Based on the contradictions of empirical reality to the assertions of the ECP and the wider economic claims it depends on, as well as the incoherence of the argument in making contradictory claims, I don’t believe there is any reason to accept it as a valid criticism. Its arguments, once you strip away the liberal economic mysticism, all come down to: Systems that aren’t markets do not have prices; prices are necessary for economic calculation; therefore, systems that aren’t markets cannot perform economic calculation. In fact, I believe to accept it as a valid criticism would be to reject the Church-Turing thesis: If economic calculation can take place, then that calculation is computable. If economic computation is impossible, then so is economic calculation. Of course, if you read my other material, you will see that I do believe economic computation to be possible. Other forms of calculation or computation would in fact be far superior at coordinating industry.
You obviously are strawmanning the argument or just don’t understand it.
The problem is that in order for any rational
socialist plan to be formulated, it must utilize markets, but insofar as markets are useful for planning, they must be unaffected by the plan. However, if there is a plan, the markets cannot be unaffected by it. To put it briefly, socialism with markets is a plan that is not a plan. And even an omniscient God could not pull that off.
Or as Bornstein brilliantly puts it (1962, pp. 97-98):
While prices can be set to equate supply with demand according to planner’s preferences, these preferences cannot themselves be based on an independent calculation of opportunity costs, as reflected in independently determined scarcity prices, since the scarcity prices in use are themselves fixed on the basis of planner’s preferences.

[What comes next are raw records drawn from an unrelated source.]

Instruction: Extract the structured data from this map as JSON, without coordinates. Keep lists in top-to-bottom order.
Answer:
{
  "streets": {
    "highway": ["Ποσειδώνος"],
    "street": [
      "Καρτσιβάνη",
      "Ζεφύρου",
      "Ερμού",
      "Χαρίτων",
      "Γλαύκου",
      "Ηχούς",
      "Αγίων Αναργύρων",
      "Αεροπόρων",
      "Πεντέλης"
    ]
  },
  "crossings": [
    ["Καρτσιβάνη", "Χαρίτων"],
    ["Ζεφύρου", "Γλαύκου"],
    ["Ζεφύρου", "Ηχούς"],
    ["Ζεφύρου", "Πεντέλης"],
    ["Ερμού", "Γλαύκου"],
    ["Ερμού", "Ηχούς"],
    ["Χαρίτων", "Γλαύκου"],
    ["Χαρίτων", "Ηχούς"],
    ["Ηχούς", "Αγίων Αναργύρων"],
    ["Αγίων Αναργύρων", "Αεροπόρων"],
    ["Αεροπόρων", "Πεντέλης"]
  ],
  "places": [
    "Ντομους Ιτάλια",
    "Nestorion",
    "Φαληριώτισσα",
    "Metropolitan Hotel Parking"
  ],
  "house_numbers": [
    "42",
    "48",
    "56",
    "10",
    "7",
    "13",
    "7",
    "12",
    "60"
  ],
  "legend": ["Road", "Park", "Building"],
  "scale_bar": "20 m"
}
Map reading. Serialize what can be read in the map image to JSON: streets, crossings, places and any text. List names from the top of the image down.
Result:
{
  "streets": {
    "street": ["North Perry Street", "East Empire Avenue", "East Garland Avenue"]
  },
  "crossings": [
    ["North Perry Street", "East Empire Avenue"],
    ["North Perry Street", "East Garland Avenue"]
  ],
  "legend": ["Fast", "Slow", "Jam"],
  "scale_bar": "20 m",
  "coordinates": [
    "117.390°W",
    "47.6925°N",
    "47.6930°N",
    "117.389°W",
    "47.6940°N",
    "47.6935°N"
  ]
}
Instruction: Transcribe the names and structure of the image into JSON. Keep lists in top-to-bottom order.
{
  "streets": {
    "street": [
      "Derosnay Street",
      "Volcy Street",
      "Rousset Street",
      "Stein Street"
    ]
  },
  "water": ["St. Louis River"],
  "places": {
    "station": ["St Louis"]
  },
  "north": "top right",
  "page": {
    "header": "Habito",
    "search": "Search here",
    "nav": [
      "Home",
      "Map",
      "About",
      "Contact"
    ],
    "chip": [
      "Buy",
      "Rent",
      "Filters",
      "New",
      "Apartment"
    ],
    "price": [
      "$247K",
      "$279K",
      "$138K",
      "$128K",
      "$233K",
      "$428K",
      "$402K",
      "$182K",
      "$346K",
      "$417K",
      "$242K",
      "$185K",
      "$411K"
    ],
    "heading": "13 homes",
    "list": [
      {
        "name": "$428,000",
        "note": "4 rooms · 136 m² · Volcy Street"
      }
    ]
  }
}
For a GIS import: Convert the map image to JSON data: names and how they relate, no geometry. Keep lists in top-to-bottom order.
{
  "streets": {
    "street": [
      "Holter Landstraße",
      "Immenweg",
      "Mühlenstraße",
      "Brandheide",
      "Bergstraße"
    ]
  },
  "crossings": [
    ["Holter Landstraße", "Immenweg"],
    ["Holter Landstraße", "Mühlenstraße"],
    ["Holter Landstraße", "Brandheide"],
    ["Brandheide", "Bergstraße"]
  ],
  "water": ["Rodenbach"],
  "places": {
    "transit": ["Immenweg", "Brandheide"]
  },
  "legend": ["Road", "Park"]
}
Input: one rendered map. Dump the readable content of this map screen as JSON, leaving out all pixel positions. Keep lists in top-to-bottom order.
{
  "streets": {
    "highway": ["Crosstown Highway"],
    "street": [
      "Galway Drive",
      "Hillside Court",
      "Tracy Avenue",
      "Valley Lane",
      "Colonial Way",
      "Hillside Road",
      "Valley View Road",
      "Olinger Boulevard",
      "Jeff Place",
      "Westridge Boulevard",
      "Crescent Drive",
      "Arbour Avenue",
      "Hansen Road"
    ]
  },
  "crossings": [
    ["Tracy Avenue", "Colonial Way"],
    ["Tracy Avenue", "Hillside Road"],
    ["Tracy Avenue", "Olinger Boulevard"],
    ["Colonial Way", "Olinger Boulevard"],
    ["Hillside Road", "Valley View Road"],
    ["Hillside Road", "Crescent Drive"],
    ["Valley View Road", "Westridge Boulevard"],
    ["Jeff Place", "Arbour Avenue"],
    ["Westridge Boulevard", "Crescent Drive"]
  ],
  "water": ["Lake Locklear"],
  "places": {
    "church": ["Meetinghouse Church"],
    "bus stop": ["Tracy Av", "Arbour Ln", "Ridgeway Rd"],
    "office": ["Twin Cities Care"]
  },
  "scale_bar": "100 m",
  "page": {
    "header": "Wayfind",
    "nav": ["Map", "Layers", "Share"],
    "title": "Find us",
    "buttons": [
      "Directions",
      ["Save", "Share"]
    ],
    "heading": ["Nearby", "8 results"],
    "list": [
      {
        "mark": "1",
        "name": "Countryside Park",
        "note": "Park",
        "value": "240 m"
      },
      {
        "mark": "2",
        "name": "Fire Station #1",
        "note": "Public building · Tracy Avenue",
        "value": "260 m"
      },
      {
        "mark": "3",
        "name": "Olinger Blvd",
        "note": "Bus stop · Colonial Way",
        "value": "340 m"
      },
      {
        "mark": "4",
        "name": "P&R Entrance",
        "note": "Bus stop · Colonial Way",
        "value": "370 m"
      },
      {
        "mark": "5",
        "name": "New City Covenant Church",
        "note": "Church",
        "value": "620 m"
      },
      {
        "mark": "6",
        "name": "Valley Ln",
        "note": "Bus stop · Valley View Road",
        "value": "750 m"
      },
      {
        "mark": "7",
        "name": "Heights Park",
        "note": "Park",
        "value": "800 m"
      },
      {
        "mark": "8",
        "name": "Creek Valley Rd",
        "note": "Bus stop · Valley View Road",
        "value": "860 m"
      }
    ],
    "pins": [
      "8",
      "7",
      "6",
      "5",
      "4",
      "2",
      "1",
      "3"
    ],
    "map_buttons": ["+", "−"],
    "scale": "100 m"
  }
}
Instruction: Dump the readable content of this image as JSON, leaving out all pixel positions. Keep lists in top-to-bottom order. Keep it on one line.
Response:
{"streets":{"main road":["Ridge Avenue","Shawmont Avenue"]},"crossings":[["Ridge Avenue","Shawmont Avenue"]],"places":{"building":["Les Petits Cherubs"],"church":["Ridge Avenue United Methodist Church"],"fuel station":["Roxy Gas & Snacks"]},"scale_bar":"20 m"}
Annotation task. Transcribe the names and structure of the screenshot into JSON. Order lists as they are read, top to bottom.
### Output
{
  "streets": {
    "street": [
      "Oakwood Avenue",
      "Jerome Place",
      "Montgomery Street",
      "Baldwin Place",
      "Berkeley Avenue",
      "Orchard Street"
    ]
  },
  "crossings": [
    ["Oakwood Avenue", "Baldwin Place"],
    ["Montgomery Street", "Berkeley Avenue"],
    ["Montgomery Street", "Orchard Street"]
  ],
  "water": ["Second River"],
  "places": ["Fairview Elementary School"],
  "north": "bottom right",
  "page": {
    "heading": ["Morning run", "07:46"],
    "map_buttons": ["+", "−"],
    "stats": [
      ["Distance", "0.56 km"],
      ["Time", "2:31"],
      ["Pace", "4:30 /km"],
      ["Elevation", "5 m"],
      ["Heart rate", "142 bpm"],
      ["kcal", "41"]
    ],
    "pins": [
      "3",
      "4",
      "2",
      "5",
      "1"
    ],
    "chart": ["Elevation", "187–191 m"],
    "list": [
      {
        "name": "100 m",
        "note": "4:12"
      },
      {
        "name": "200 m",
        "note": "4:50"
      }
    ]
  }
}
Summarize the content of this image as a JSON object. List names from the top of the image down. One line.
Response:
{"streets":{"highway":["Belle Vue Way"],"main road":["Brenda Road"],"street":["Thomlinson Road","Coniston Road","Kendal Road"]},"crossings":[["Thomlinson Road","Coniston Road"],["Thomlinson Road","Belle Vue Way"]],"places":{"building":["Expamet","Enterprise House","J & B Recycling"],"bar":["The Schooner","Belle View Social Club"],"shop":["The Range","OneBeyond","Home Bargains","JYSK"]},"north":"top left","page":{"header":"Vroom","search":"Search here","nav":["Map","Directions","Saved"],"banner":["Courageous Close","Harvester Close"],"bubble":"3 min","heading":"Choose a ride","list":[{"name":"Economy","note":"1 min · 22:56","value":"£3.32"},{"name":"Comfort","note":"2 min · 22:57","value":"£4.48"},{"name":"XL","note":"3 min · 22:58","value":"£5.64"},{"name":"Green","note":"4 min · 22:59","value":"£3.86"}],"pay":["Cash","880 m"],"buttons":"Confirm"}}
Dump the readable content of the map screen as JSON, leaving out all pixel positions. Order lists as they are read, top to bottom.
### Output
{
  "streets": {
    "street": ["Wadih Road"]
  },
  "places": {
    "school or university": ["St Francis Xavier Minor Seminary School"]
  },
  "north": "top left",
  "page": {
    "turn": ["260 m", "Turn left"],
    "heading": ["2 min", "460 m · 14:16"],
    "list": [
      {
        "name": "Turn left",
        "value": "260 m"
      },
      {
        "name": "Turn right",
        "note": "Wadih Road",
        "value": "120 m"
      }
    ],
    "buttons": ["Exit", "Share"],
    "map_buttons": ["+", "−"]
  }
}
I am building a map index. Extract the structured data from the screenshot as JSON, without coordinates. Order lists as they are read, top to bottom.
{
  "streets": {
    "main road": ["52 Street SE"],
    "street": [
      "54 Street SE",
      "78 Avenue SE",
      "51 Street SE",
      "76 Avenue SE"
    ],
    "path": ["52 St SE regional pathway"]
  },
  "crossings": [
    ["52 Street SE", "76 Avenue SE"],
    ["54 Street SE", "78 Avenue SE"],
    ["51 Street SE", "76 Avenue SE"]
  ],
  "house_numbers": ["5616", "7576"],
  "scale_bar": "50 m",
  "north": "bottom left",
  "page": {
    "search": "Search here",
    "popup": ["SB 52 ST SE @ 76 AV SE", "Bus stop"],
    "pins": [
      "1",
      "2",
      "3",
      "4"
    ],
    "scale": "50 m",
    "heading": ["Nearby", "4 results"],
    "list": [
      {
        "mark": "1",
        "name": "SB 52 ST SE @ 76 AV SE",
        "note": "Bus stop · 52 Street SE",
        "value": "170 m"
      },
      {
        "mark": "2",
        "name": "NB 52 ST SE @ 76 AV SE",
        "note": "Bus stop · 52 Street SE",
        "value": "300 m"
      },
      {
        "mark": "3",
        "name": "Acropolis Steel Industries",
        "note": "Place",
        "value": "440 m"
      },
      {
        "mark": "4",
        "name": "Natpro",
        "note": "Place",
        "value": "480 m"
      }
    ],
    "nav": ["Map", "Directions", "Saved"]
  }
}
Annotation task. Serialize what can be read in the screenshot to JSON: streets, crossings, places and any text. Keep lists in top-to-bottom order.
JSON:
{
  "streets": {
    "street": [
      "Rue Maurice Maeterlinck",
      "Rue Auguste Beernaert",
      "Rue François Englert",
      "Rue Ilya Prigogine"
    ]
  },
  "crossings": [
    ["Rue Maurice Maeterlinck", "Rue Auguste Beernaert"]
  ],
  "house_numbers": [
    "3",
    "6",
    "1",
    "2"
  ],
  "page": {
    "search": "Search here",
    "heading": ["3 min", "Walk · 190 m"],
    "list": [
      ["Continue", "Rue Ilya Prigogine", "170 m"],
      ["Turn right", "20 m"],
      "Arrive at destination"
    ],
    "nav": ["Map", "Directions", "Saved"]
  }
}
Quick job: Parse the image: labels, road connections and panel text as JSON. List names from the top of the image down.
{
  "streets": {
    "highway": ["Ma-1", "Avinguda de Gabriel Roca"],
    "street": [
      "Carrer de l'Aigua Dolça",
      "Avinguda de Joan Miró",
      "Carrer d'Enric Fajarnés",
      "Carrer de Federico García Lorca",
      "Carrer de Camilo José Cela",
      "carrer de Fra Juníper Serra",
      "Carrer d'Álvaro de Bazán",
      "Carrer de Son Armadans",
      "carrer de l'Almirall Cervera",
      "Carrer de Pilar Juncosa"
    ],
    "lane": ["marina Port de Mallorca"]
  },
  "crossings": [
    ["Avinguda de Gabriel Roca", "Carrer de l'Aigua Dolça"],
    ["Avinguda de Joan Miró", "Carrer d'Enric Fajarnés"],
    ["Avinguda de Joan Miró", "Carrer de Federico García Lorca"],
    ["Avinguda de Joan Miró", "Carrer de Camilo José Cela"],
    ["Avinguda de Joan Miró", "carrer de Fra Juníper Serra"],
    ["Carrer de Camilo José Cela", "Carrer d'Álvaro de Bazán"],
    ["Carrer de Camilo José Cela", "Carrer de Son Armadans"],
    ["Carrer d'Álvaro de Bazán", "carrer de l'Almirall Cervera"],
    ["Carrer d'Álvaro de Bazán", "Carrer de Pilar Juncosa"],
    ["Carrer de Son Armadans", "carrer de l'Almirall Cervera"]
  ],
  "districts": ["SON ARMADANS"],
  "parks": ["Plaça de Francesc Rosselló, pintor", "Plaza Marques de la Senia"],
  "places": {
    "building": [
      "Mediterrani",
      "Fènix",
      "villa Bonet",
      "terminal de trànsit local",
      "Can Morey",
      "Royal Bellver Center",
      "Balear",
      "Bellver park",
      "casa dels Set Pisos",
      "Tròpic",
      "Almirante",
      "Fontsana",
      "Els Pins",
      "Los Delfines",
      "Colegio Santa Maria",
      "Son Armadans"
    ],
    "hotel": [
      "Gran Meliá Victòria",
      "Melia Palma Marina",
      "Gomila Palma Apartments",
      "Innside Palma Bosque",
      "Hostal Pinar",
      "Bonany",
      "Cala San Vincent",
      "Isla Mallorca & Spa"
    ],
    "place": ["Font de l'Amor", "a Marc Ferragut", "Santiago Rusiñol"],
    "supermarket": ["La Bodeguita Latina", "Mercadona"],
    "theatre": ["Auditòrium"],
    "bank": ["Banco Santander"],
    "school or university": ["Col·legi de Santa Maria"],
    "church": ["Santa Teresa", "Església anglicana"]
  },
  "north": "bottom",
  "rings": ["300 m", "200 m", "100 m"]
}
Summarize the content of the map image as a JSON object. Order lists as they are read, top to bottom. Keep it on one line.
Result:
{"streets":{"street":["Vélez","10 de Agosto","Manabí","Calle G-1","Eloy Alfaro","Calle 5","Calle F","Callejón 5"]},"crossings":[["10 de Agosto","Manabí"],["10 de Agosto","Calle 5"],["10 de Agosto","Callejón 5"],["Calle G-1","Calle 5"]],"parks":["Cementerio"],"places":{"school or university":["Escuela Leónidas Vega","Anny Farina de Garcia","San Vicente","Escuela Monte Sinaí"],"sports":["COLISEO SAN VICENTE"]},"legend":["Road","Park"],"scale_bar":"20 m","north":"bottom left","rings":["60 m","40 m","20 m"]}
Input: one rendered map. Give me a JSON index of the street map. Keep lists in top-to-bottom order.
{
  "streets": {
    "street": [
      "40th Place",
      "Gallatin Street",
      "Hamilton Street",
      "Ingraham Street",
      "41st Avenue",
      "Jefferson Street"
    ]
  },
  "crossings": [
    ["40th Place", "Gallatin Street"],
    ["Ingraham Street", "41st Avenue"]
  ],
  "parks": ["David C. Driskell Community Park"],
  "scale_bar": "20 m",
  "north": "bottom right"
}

Your argument begs the question. If the ECP is supposed to argue that you can’t rationally allocate resources without markets, saying that “in order for any rational plan to be formulated, it must use markets” is assuming your conclusion. Why must it use markets? You don’t actually give any reasons.
I don’t even think you really read the article, since at no point do I suggest that we should use prices or markets to plan allocation. This seems like a totally canned response to literally any criticism of the ECP. If you want to actually address any of the points that I made, try using quotes from what I wrote.